======== Exercise materials

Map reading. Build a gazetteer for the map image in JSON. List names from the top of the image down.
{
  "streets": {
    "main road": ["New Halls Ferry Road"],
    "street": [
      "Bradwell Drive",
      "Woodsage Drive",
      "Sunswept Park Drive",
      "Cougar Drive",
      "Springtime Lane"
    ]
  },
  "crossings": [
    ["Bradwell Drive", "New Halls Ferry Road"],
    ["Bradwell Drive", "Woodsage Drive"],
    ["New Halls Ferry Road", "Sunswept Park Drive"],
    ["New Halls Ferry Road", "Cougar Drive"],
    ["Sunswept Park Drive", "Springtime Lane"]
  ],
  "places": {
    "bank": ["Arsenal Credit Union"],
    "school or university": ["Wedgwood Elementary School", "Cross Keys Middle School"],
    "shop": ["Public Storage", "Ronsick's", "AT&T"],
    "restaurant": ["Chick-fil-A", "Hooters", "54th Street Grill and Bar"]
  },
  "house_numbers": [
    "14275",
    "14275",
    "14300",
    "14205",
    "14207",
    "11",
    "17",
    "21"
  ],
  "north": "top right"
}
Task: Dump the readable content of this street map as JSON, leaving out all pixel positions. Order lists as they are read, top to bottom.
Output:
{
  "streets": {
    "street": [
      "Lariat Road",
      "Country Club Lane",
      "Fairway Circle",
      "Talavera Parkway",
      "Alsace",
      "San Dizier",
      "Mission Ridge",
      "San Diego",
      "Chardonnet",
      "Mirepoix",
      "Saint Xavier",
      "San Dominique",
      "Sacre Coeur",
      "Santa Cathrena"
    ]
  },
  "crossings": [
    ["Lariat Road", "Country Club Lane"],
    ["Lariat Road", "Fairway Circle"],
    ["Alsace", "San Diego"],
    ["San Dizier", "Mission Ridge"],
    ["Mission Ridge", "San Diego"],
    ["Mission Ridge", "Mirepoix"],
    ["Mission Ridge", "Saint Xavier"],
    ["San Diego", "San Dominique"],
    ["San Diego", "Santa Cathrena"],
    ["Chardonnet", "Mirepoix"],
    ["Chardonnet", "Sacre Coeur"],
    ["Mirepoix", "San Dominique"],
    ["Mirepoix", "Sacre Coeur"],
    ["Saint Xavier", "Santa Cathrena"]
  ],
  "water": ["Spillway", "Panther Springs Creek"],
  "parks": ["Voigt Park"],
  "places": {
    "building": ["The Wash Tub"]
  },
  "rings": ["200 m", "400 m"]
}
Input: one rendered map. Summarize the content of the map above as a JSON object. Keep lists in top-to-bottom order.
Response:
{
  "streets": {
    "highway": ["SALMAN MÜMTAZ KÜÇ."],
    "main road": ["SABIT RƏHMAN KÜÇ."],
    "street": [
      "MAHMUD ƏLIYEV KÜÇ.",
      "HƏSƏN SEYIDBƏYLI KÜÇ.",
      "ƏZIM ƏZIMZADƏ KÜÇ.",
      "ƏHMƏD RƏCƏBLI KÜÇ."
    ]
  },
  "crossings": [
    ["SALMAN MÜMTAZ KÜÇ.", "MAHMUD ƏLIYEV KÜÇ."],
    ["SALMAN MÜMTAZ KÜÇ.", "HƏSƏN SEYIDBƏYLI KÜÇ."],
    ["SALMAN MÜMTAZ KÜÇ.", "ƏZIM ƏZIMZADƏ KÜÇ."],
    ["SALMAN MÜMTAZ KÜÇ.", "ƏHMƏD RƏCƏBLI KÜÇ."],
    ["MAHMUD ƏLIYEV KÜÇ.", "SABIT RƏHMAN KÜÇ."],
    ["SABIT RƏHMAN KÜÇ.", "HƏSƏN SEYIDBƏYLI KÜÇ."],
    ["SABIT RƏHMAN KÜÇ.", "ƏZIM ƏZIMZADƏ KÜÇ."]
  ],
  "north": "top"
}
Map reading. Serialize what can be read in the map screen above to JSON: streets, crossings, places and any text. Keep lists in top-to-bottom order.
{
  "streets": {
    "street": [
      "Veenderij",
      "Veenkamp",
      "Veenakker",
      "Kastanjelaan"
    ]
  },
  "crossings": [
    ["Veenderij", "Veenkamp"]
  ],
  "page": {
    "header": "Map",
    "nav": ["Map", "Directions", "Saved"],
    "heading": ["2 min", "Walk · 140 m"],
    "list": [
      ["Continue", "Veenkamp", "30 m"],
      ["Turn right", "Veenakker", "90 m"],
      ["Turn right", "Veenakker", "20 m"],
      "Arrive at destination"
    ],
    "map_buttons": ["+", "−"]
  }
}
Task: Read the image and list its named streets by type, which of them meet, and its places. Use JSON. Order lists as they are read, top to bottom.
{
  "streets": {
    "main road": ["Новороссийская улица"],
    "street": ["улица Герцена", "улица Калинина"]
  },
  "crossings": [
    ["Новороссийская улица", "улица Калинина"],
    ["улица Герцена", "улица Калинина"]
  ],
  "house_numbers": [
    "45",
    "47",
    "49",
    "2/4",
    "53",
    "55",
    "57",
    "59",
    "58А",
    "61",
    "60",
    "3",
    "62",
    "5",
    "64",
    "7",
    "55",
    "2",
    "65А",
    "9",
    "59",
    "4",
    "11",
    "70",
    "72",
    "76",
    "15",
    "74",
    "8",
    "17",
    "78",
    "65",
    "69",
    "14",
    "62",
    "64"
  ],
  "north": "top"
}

================

Exercise: Exactly reproduce every line of the data above.

Reply:
Map reading. Build a gazetteer for the map image in JSON. List names from the top of the image down.
{
  "streets": {
    "main road": ["New Halls Ferry Road"],
    "street": [
      "Bradwell Drive",
      "Woodsage Drive",
      "Sunswept Park Drive",
      "Cougar Drive",
      "Springtime Lane"
    ]
  },
  "crossings": [
    ["Bradwell Drive", "New Halls Ferry Road"],
    ["Bradwell Drive", "Woodsage Drive"],
    ["New Halls Ferry Road", "Sunswept Park Drive"],
    ["New Halls Ferry Road", "Cougar Drive"],
    ["Sunswept Park Drive", "Springtime Lane"]
  ],
  "places": {
    "bank": ["Arsenal Credit Union"],
    "school or university": ["Wedgwood Elementary School", "Cross Keys Middle School"],
    "shop": ["Public Storage", "Ronsick's", "AT&T"],
    "restaurant": ["Chick-fil-A", "Hooters", "54th Street Grill and Bar"]
  },
  "house_numbers": [
    "14275",
    "14275",
    "14300",
    "14205",
    "14207",
    "11",
    "17",
    "21"
  ],
  "north": "top right"
}
Task: Dump the readable content of this street map as JSON, leaving out all pixel positions. Order lists as they are read, top to bottom.
Output:
{
  "streets": {
    "street": [
      "Lariat Road",
      "Country Club Lane",
      "Fairway Circle",
      "Talavera Parkway",
      "Alsace",
      "San Dizier",
      "Mission Ridge",
      "San Diego",
      "Chardonnet",
      "Mirepoix",
      "Saint Xavier",
      "San Dominique",
      "Sacre Coeur",
      "Santa Cathrena"
    ]
  },
  "crossings": [
    ["Lariat Road", "Country Club Lane"],
    ["Lariat Road", "Fairway Circle"],
    ["Alsace", "San Diego"],
    ["San Dizier", "Mission Ridge"],
    ["Mission Ridge", "San Diego"],
    ["Mission Ridge", "Mirepoix"],
    ["Mission Ridge", "Saint Xavier"],
    ["San Diego", "San Dominique"],
    ["San Diego", "Santa Cathrena"],
    ["Chardonnet", "Mirepoix"],
    ["Chardonnet", "Sacre Coeur"],
    ["Mirepoix", "San Dominique"],
    ["Mirepoix", "Sacre Coeur"],
    ["Saint Xavier", "Santa Cathrena"]
  ],
  "water": ["Spillway", "Panther Springs Creek"],
  "parks": ["Voigt Park"],
  "places": {
    "building": ["The Wash Tub"]
  },
  "rings": ["200 m", "400 m"]
}
Input: one rendered map. Summarize the content of the map above as a JSON object. Keep lists in top-to-bottom order.
Response:
{
  "streets": {
    "highway": ["SALMAN MÜMTAZ KÜÇ."],
    "main road": ["SABIT RƏHMAN KÜÇ."],
    "street": [
      "MAHMUD ƏLIYEV KÜÇ.",
      "HƏSƏN SEYIDBƏYLI KÜÇ.",
      "ƏZIM ƏZIMZADƏ KÜÇ.",
      "ƏHMƏD RƏCƏBLI KÜÇ."
    ]
  },
  "crossings": [
    ["SALMAN MÜMTAZ KÜÇ.", "MAHMUD ƏLIYEV KÜÇ."],
    ["SALMAN MÜMTAZ KÜÇ.", "HƏSƏN SEYIDBƏYLI KÜÇ."],
    ["SALMAN MÜMTAZ KÜÇ.", "ƏZIM ƏZIMZADƏ KÜÇ."],
    ["SALMAN MÜMTAZ KÜÇ.", "ƏHMƏD RƏCƏBLI KÜÇ."],
    ["MAHMUD ƏLIYEV KÜÇ.", "SABIT RƏHMAN KÜÇ."],
    ["SABIT RƏHMAN KÜÇ.", "HƏSƏN SEYIDBƏYLI KÜÇ."],
    ["SABIT RƏHMAN KÜÇ.", "ƏZIM ƏZIMZADƏ KÜÇ."]
  ],
  "north": "top"
}
Map reading. Serialize what can be read in the map screen above to JSON: streets, crossings, places and any text. Keep lists in top-to-bottom order.
{
  "streets": {
    "street": [
      "Veenderij",
      "Veenkamp",
      "Veenakker",
      "Kastanjelaan"
    ]
  },
  "crossings": [
    ["Veenderij", "Veenkamp"]
  ],
  "page": {
    "header": "Map",
    "nav": ["Map", "Directions", "Saved"],
    "heading": ["2 min", "Walk · 140 m"],
    "list": [
      ["Continue", "Veenkamp", "30 m"],
      ["Turn right", "Veenakker", "90 m"],
      ["Turn right", "Veenakker", "20 m"],
      "Arrive at destination"
    ],
    "map_buttons": ["+", "−"]
  }
}
Task: Read the image and list its named streets by type, which of them meet, and its places. Use JSON. Order lists as they are read, top to bottom.
{
  "streets": {
    "main road": ["Новороссийская улица"],
    "street": ["улица Герцена", "улица Калинина"]
  },
  "crossings": [
    ["Новороссийская улица", "улица Калинина"],
    ["улица Герцена", "улица Калинина"]
  ],
  "house_numbers": [
    "45",
    "47",
    "49",
    "2/4",
    "53",
    "55",
    "57",
    "59",
    "58А",
    "61",
    "60",
    "3",
    "62",
    "5",
    "64",
    "7",
    "55",
    "2",
    "65А",
    "9",
    "59",
    "4",
    "11",
    "70",
    "72",
    "76",
    "15",
    "74",
    "8",
    "17",
    "78",
    "65",
    "69",
    "14",
    "62",
    "64"
  ],
  "north": "top"
}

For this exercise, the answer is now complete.